Journal des idées et des opinions d’un révolutionnaire de 1830/Mars
Littérature et philosophie mêlées, Texte établi par Cécile Daubray, Imprimerie Nationale, Ollendorff, Albin Michel, , [Hors séries] Philosophie I (p. 102-103).
MARS
Il y avait quelque chose de plus beau que la brochure de M. de C.[1] ;
c’était son silence. Il a eu tort de le rompre. Les Achilles dans leur
tente sont plus formidables que sur le champ de bataille.

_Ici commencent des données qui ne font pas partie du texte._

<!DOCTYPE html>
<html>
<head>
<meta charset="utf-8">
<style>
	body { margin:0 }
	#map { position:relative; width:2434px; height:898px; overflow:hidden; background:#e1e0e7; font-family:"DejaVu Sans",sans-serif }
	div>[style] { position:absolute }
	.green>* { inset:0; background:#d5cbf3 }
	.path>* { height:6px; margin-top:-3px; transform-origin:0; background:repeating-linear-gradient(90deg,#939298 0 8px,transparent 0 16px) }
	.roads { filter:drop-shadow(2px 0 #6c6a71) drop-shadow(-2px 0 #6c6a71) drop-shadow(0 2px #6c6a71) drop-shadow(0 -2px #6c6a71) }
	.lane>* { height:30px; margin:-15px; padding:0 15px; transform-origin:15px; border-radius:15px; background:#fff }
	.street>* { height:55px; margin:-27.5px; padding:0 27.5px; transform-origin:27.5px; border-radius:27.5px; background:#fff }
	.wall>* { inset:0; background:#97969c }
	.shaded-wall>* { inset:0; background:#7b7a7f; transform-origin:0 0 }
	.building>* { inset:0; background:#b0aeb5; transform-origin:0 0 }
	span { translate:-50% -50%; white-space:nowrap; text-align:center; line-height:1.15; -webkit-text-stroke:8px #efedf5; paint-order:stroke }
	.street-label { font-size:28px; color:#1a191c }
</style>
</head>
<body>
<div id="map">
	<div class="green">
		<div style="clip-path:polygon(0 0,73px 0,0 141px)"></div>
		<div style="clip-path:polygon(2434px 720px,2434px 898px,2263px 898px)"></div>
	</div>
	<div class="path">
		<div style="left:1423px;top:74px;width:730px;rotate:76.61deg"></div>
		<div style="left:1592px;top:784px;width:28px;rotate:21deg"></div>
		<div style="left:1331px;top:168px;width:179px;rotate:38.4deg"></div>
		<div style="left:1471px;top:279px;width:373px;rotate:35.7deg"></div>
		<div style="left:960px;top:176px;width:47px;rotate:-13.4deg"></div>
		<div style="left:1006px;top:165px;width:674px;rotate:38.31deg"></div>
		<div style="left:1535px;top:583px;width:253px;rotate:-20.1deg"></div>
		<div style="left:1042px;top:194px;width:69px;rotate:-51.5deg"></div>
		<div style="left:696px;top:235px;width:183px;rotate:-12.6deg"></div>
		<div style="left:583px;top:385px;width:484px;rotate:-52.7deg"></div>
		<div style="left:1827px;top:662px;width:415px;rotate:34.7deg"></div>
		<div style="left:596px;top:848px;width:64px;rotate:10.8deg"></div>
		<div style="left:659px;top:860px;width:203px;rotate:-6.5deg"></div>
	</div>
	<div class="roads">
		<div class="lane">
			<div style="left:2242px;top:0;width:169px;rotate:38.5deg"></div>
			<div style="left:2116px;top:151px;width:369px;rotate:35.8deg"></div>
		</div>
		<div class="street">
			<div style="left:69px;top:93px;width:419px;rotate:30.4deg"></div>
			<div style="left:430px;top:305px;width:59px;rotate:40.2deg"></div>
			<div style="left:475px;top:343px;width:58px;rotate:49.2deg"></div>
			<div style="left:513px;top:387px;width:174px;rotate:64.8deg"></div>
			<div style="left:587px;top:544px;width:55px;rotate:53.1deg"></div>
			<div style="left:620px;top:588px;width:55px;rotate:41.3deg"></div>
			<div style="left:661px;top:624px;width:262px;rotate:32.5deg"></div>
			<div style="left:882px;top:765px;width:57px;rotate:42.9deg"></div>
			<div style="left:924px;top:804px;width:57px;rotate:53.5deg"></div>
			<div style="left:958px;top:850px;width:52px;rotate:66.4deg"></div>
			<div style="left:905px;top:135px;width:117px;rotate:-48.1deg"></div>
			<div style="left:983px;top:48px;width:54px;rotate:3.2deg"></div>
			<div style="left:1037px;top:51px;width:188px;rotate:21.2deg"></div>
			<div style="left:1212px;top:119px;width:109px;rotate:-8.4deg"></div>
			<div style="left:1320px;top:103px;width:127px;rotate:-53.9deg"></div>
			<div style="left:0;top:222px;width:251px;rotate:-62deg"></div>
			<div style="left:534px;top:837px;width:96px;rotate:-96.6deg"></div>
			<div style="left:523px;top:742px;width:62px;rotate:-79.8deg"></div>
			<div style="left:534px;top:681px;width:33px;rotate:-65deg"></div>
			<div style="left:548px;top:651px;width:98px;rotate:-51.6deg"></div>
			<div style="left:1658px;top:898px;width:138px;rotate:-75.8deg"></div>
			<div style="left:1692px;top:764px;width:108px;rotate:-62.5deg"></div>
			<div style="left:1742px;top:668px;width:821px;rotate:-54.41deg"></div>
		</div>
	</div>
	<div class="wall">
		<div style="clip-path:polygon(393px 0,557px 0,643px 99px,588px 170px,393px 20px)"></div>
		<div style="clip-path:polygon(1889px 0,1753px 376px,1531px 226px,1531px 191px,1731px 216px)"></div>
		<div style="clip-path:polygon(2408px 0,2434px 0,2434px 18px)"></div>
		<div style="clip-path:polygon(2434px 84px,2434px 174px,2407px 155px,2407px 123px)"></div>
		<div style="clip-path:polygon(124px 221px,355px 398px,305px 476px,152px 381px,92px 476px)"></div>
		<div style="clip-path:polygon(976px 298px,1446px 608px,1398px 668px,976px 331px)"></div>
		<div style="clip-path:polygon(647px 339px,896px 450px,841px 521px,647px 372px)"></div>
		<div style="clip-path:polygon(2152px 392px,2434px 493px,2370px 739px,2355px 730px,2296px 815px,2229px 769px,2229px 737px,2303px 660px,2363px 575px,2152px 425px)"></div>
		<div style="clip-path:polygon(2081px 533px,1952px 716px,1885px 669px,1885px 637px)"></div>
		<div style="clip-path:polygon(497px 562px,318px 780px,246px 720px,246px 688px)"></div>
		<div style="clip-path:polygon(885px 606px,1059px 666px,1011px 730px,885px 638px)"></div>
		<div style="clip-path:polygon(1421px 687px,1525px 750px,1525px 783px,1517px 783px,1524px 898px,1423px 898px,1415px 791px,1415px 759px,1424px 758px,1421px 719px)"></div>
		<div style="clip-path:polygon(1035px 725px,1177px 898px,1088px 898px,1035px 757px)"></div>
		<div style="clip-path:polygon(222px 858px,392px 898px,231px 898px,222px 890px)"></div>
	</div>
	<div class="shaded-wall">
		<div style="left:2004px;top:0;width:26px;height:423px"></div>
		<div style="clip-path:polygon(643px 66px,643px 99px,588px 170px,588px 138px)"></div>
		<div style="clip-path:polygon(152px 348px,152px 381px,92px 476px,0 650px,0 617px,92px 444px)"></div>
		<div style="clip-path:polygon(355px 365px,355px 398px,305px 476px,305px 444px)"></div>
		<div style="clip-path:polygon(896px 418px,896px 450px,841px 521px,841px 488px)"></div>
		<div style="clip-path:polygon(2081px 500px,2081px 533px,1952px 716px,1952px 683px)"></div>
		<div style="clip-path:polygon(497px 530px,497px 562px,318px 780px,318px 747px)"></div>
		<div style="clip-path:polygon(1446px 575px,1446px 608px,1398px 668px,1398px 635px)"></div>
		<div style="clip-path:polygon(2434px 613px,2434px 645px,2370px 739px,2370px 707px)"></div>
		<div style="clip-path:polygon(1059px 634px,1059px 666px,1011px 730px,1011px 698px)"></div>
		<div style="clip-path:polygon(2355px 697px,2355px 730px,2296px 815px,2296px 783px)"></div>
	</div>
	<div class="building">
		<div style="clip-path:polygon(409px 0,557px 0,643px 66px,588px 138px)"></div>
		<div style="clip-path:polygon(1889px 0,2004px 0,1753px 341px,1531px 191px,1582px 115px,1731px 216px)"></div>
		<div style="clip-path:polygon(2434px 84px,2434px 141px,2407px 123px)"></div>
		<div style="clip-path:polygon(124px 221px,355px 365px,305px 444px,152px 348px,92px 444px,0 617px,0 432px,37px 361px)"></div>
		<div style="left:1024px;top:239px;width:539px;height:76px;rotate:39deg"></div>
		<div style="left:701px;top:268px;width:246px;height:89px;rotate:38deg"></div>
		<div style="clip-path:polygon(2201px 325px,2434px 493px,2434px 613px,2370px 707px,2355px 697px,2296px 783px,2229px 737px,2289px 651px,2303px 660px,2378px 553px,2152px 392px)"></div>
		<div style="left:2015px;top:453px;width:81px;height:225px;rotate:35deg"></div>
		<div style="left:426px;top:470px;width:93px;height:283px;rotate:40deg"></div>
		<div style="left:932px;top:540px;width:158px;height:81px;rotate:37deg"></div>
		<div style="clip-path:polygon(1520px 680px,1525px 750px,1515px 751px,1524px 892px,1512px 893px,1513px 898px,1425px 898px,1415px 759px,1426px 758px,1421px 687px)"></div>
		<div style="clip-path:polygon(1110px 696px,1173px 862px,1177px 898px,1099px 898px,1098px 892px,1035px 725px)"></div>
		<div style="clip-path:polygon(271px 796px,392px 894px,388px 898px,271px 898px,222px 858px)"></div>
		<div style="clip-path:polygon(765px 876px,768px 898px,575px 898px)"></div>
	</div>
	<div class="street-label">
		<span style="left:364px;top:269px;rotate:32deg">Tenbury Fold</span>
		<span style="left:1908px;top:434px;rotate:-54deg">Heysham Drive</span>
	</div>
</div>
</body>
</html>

13 mars. — Combinaison Casimir Périer. Un homme qui engourdira la
plaie, mais ne la fermera pas ; un palliatif, non la guérison ; un
ministère au laudanum.
« Quelle administration ! quelle époque ! où il faut tout craindre et
tout braver ; où le tumulte renaît du tumulte ; où l’on produit une
émeute par les moyens qu’on prend pour la prévenir ; où il faut
sans cesse de la mesure, et où la mesure paraît équivoque, timide,
pusillanime ; où il faut déployer beaucoup de force, et où la force
paraît tyrannie ; où l’on est assiégé de mille conseils, et où il faut
prendre conseil de soi-même ; où l’on est obligé de redouter jusqu’à
des citoyens dont les intentions sont pures, mais que la défiance,
l’inquiétude, l’exagération, rendent presque aussi redoutables que des
conspirateurs ; où l’on est réduit même, dans des occasions difficiles,
à céder par sagesse, à conduire le désordre pour le retenir, à se
charger d’un emploi glorieux, il est vrai, mais environné d’alarmes
cruelles ; où il faut encore, au milieu de si grandes difficultés,
déployer un front serein, être toujours calme, mettre de l’ordre
jusque dans les plus petits objets, n’offenser personne, guérir toutes
les jalousies, servir sans cesse, et chercher à plaire comme si l’on
ne servait point ! »
Voilà, certes, des paroles qui caractérisent admirablement le moment présent, et qui se superposent étroitement dans leurs moindres détails aux moindres détails de notre situation politique. Elles ont quarante ans de date. Elles ont été prononcées par Mirabeau, le 19 octobre 1789. Ainsi les révolutions ont de certaines phases qui reviennent invariablement. La révolution de 1789 en était alors où en est la révolution de 1830 aujourd’hui, à la période des insurrections.
Une révolution, quand elle passe de l’état de théorie à l’état d’action, débouche d’ordinaire par l’émeute. L’émeute est la première des diverses formes violentes qu’il est dans la loi d’une révolution de prendre. L’émeute, c’est l’engorgement des intérêts nouveaux, des idées nouvelles, des besoins nouveaux, à toutes les portes trop étroites du vieil édifice politique. Tous veulent entrer à la fois dans toutes les jouissances sociales. Aussi est-il rare qu’une révolution ne commence pas par enfoncer les portes. Il est de l’essence de l’émeute révolutionnaire, qu’il ne faut pas confondre avec les autres sortes d’émeute, d’avoir presque toujours tort dans la forme et raison dans le fond.